Filed under: Rehab Centers

Vet Pathol. 2012 Aug 16;
Wettere AJ, Ley DH, Scott DE, Buckanoff HD, Degernes LA

Three wild American black vultures (Coragyps atratus) were presented to rehabilitation centers with swelling of multiple joints, including elbows, stifles, hocks, and carpal joints, and of the gastrocnemius tendons. Cytological examination of the joint fluid exudate indicated heterophilic arthritis. Radiographic examination in 2 vultures demonstrated periarticular soft tissue swelling in both birds and irregular articular surfaces with subchondral bone erosion in both elbows in 1 bird. Prolonged antibiotic therapy administered in 2 birds did not improve the clinical signs. Necropsy and histological examination demonstrated a chronic lymphoplasmacytic arthritis involving multiple joints and gastrocnemius tenosynovitis. Articular lesions varied in severity and ranged from moderate synovitis and cartilage erosion and fibrillation to severe synovitis, diffuse cartilage ulceration, subchondral bone loss and/or sclerosis, pannus, synovial cysts, and epiphyseal osteomyelitis. No walled bacteria were observed or isolated from the joints. However, mycoplasmas polymerase chain reactions were positive in at least 1 affected joint from each bird. Mycoplasmas were isolated from joints of 1 vulture that did not receive antibiotic therapy. Sequencing of 16S rRNA gene amplicons from joint samples and the mycoplasma isolate identified Mycoplasma corogypsi in 2 vultures and was suggestive in the third vulture.

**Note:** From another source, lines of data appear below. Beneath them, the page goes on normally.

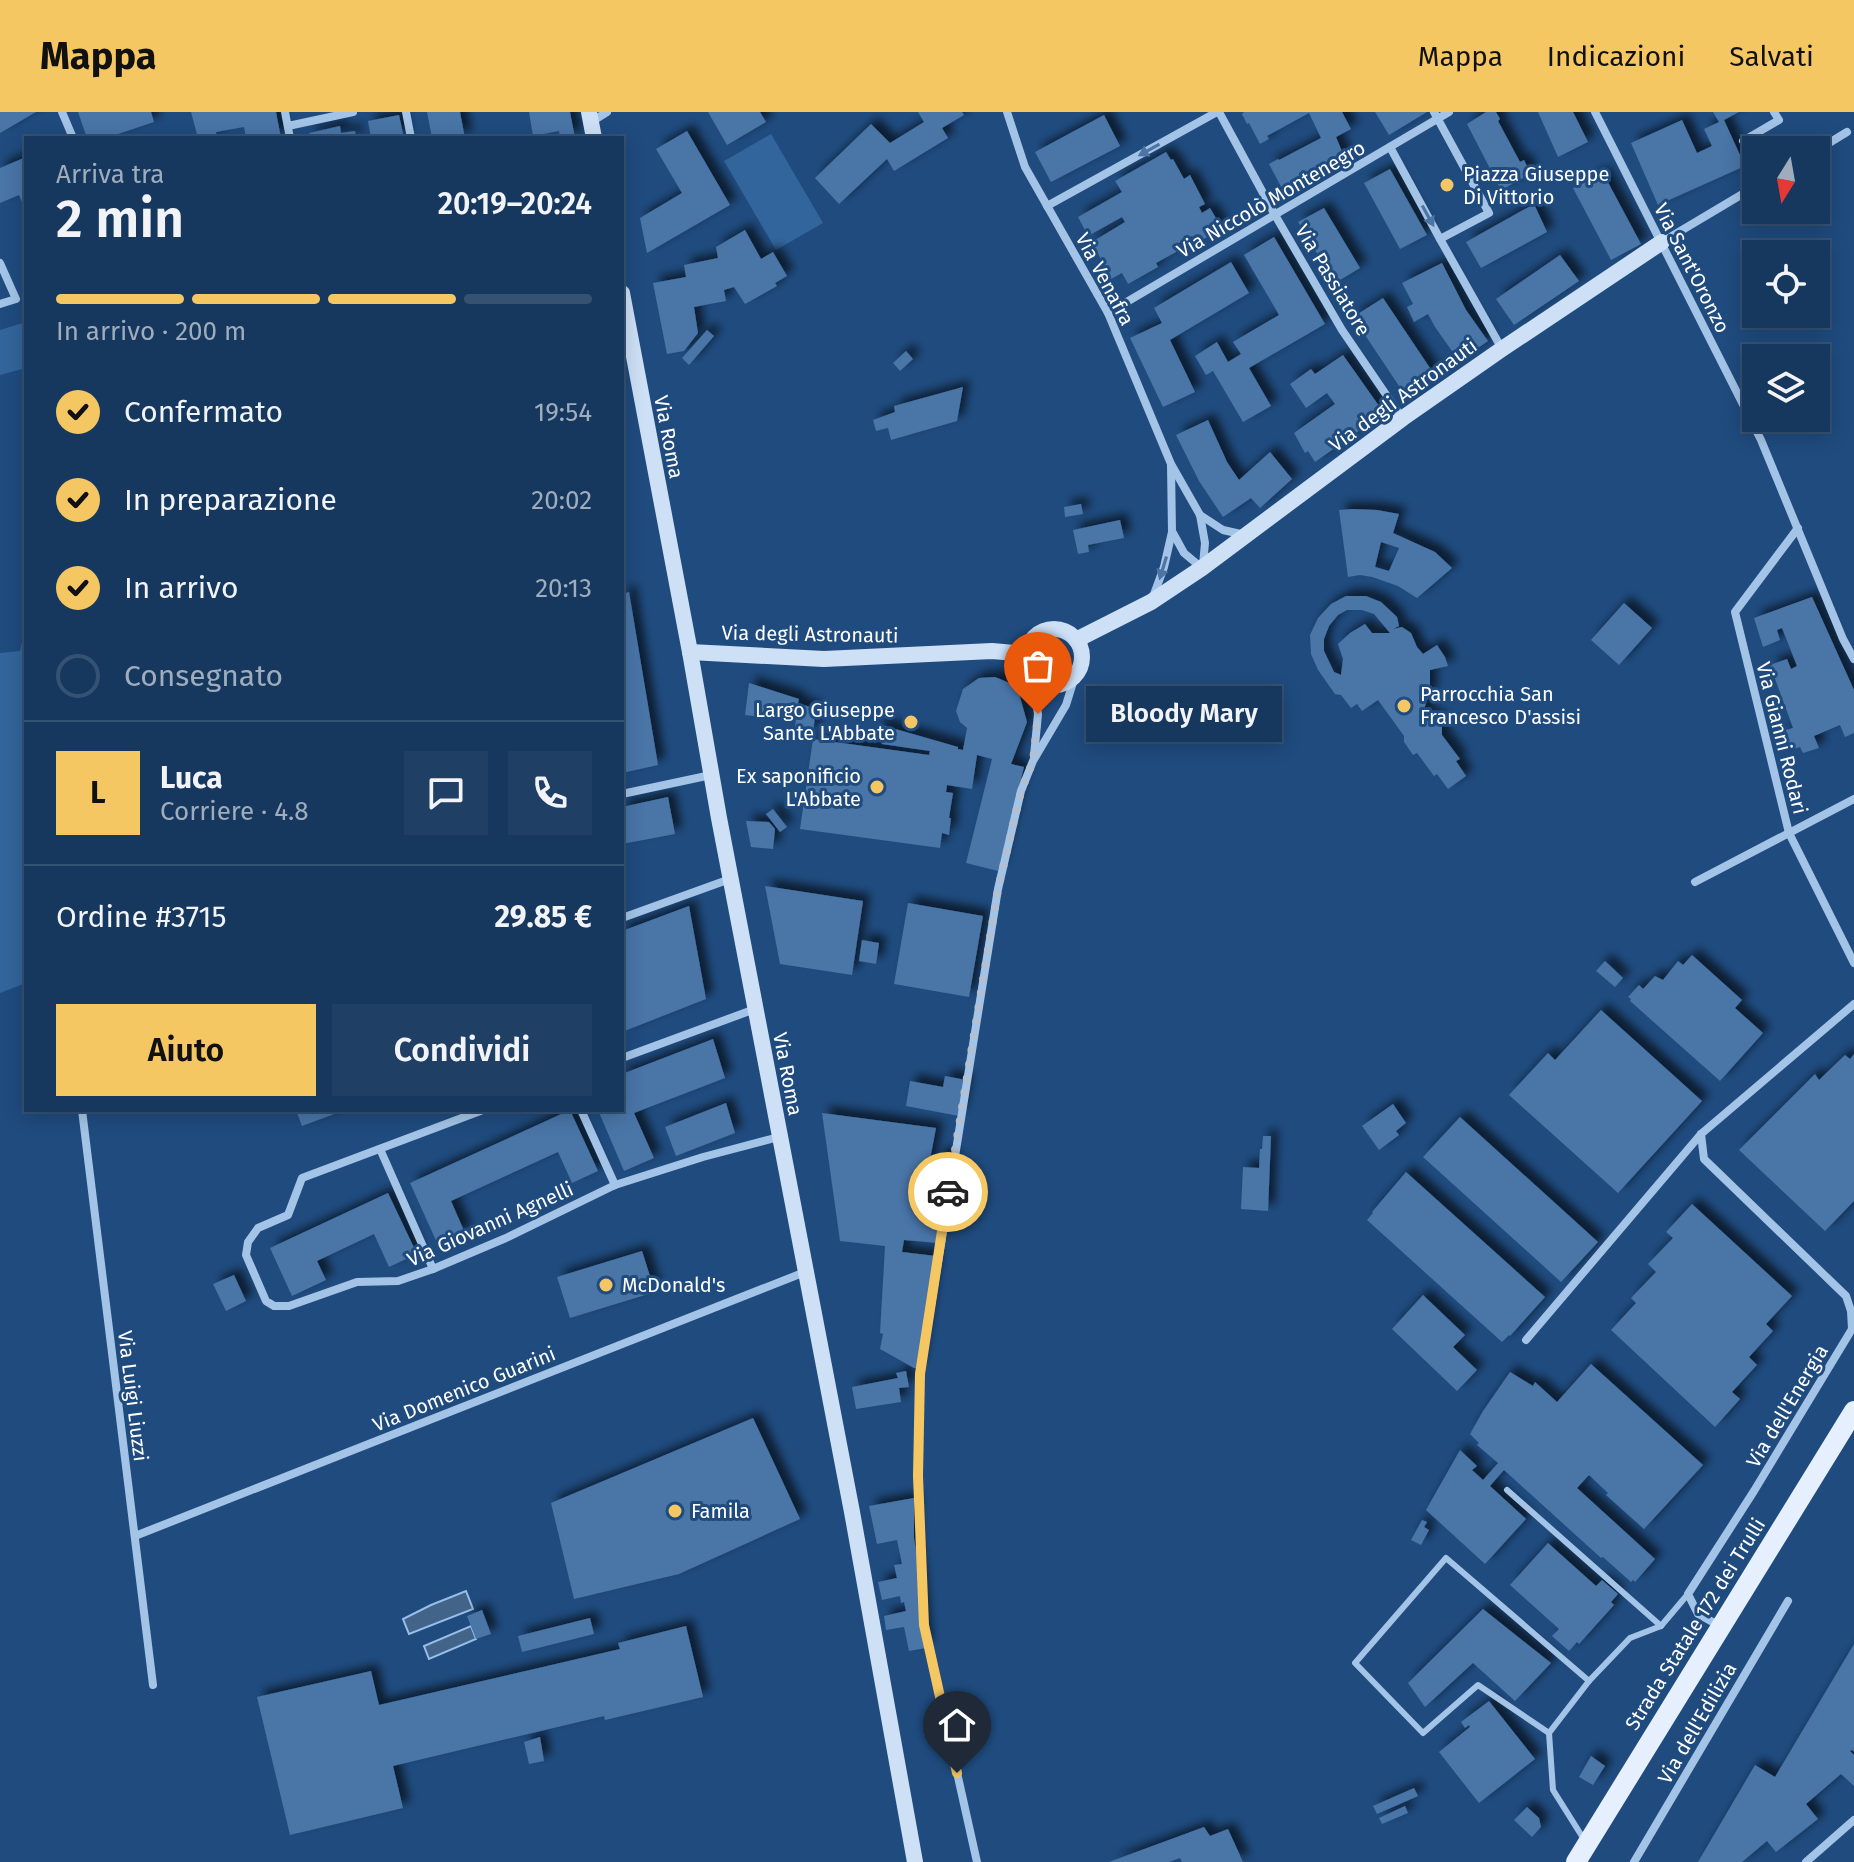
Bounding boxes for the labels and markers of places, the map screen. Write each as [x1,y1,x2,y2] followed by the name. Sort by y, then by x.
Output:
[1463,162,1609,209] place label: Piazza Giuseppe Di Vittorio
[1438,176,1456,194] marker: Piazza Giuseppe Di Vittorio
[1004,632,1072,714] pin
[1420,682,1581,729] place label: Parrocchia San Francesco D'assisi
[1086,686,1282,742] callout: Bloody Mary
[1395,697,1413,715] marker: Parrocchia San Francesco D'assisi
[755,698,895,745] place label: Largo Giuseppe Sante L'Abbate
[902,713,920,731] marker: Largo Giuseppe Sante L'Abbate
[736,764,861,811] place label: Ex saponificio L'Abbate
[868,778,886,796] marker: Ex saponificio L'Abbate
[622,1273,725,1297] place label: McDonald's
[597,1276,615,1294] marker: McDonald's
[691,1499,750,1523] place label: Famila
[666,1502,684,1520] marker: Famila
[923,1691,991,1773] pin

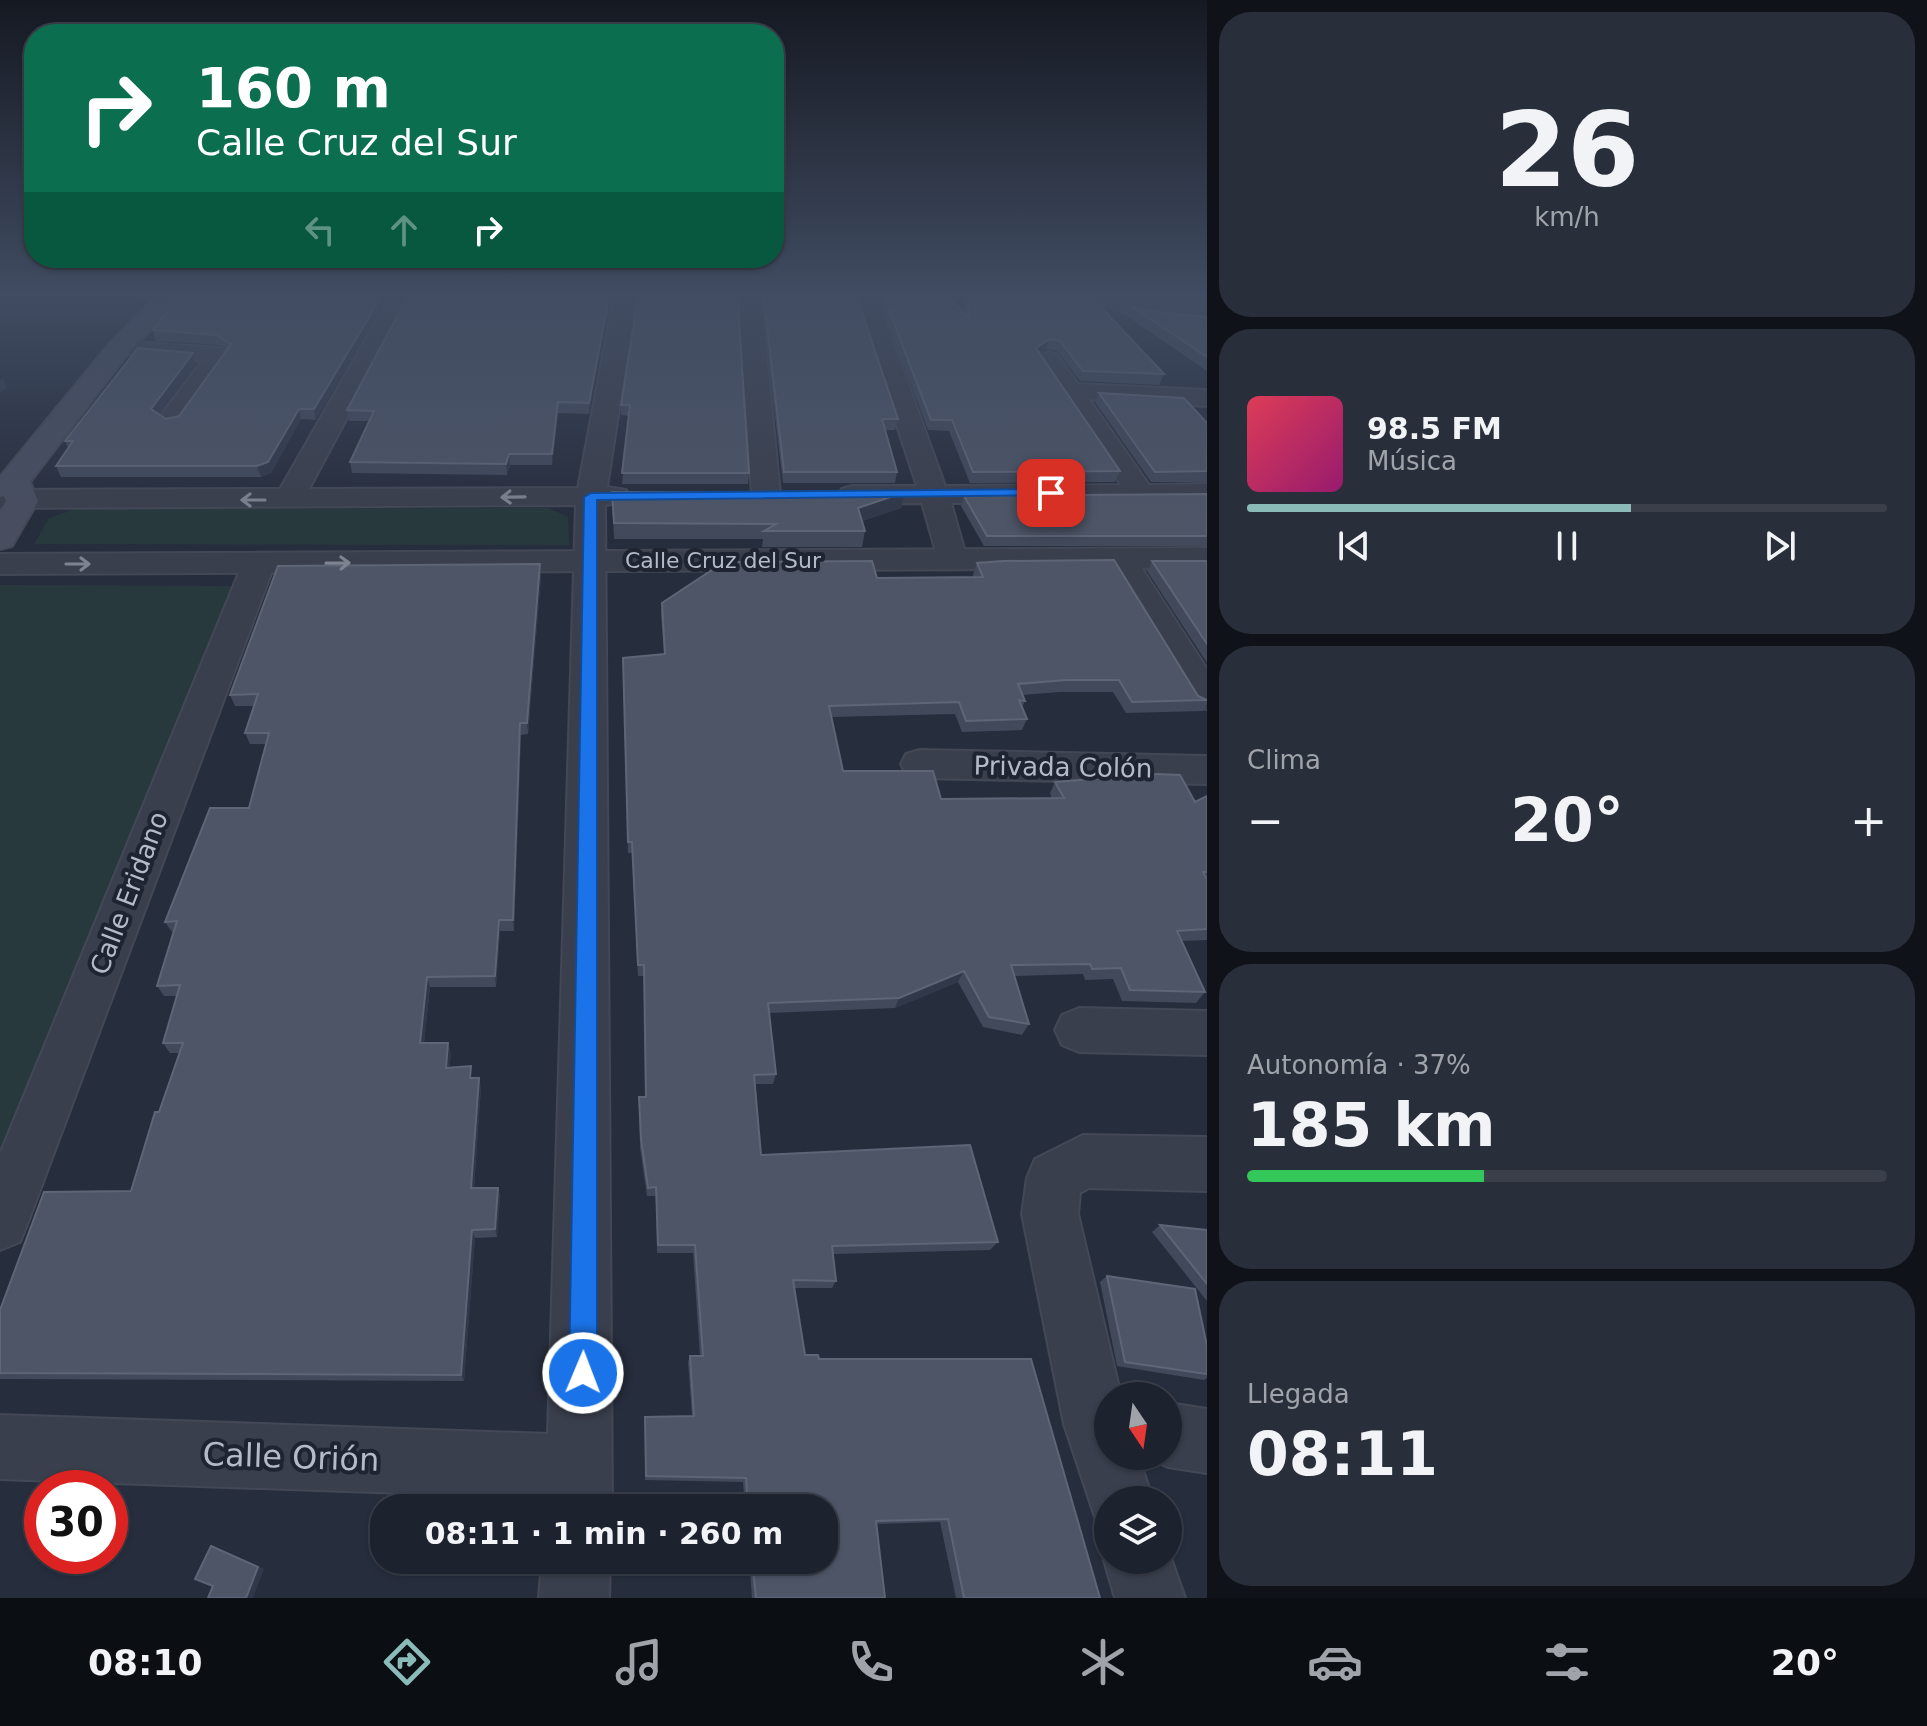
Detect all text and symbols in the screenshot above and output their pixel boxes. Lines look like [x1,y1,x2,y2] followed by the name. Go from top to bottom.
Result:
[196,55,391,120] text: 160 m
[64,56,168,160] icon: right
[1495,89,1639,211] text: 26
[196,122,517,163] text: Calle Cruz del Sur
[1534,202,1600,232] text: km/h
[298,208,342,252] icon: left
[382,208,426,252] icon: ahead
[466,208,510,252] icon: right
[1367,411,1502,446] text: 98.5 FM
[1367,446,1457,476] text: Música
[1017,459,1085,527] pin
[1029,471,1073,515] icon: arrive
[500,489,527,505] one-way arrow
[240,492,267,508] one-way arrow
[1332,524,1376,568] icon: previous
[1545,524,1589,568] icon: pause
[1758,524,1802,568] icon: next
[625,548,822,573] street label: Calle Cruz del Sur
[324,555,351,570] one-way arrow
[64,556,91,572] one-way arrow
[1247,745,1321,775] text: Clima
[973,750,1153,784] street label: Privada Colón
[1510,785,1624,855] text: 20°
[1247,795,1284,846] text: −
[1850,795,1887,846] text: +
[84,807,174,979] street label: Calle Eridano
[1247,1050,1471,1080] text: Autonomía · 37%
[1247,1090,1496,1160] text: 185 km
[541,1331,625,1415] position arrow
[1247,1379,1350,1409] text: Llegada
[1094,1382,1182,1470] north arrow
[1094,1382,1182,1574] map controls
[1247,1419,1438,1489] text: 08:11
[202,1435,380,1479] street label: Calle Orión
[24,1470,128,1574] speed limit sign: 30
[1094,1486,1182,1574] button: layers
[425,1516,783,1551] text: 08:11 · 1 min · 260 m
[379,1634,435,1690] icon: directions
[611,1634,667,1690] icon: music
[843,1634,899,1690] icon: phone
[1075,1634,1131,1690] icon: climate
[1307,1634,1363,1690] icon: car
[1539,1634,1595,1690] icon: filters
[88,1642,203,1683] text: 08:10
[1771,1642,1839,1683] text: 20°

Mycoplasma corogypsi identification was confirmed by sequencing the 16S-23S intergenic spacer region of mycoplasma isolates. This report provides further evidence that M. corogypsi is a likely cause of arthritis and tenosynovitis in American black vultures. Cases of arthritis and tenosynovitis in New World vultures should be investigated for presence of Mycoplasma spp, especially M. corogypsi.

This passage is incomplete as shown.